‘Not Everyone’s Life Is Just Like Yours’: Trying To Get A Voter ID

Thursday, September 20th, 2012

(By Joanne Boyer, cross-posted at Wisdom Voices)

One of the constant replies I receive when talking to people about the so-called Voter ID laws now running rampant in our country is, “I just don’t believe people can’t get ID.”  My instant response usually goes, “No, it is not as easy as you think and not all people’s lives are just like yours.”

So often today we get caught in our insular bubbles that keep us from interacting with people whose lives are different from ours.  I mean real interaction as in “walk a mile in my shoes.”

So I decided to check in with my youngest daughter, who spent her first year after college graduation with the Jesuit Volunteer Corps-Northwest working in a day drop-in shelter for people experiencing homelessness in Tacoma, Washington.  Here’s her account of just how hard it is for people to get ID.

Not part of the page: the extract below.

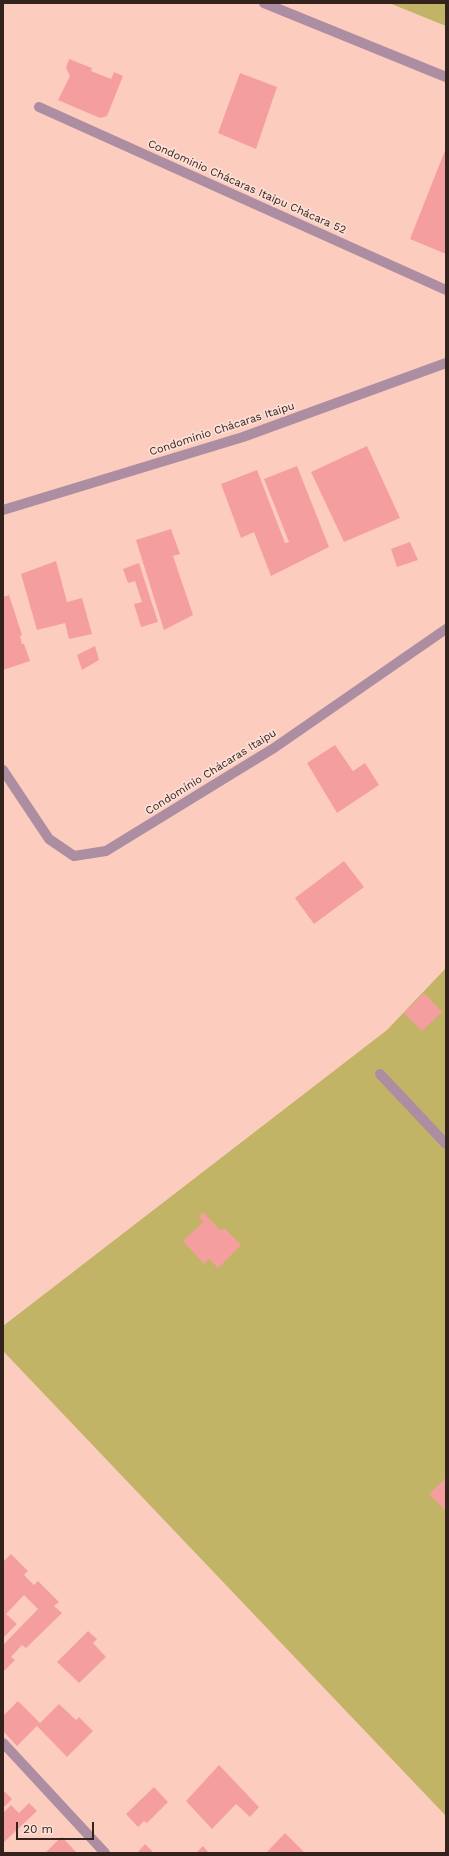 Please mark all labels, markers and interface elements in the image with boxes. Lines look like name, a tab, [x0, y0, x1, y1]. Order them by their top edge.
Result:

In Tacoma, we budgeted for ten checks per month to help people pay to get IDs on a first come, first serve basis. On the first day of every month, people would be lined up outside waiting for us to open the doors, and then once inside lined up waiting at our office window, where usually the first ten people in line were there to get an ID check. We would almost never have any checks left on the second day of the month. We also (when the budget permitted)gave out a bus ticket with each check, so that people would have a way to get to the appropriate office where they needed to go for their ID. People would often call us in the middle of the month after hearing that we helped people get IDs, and we would explain that we give out ten checks per month, and if you wanted a chance at getting one you needed to be here at exactly the time we open on the first day of the month.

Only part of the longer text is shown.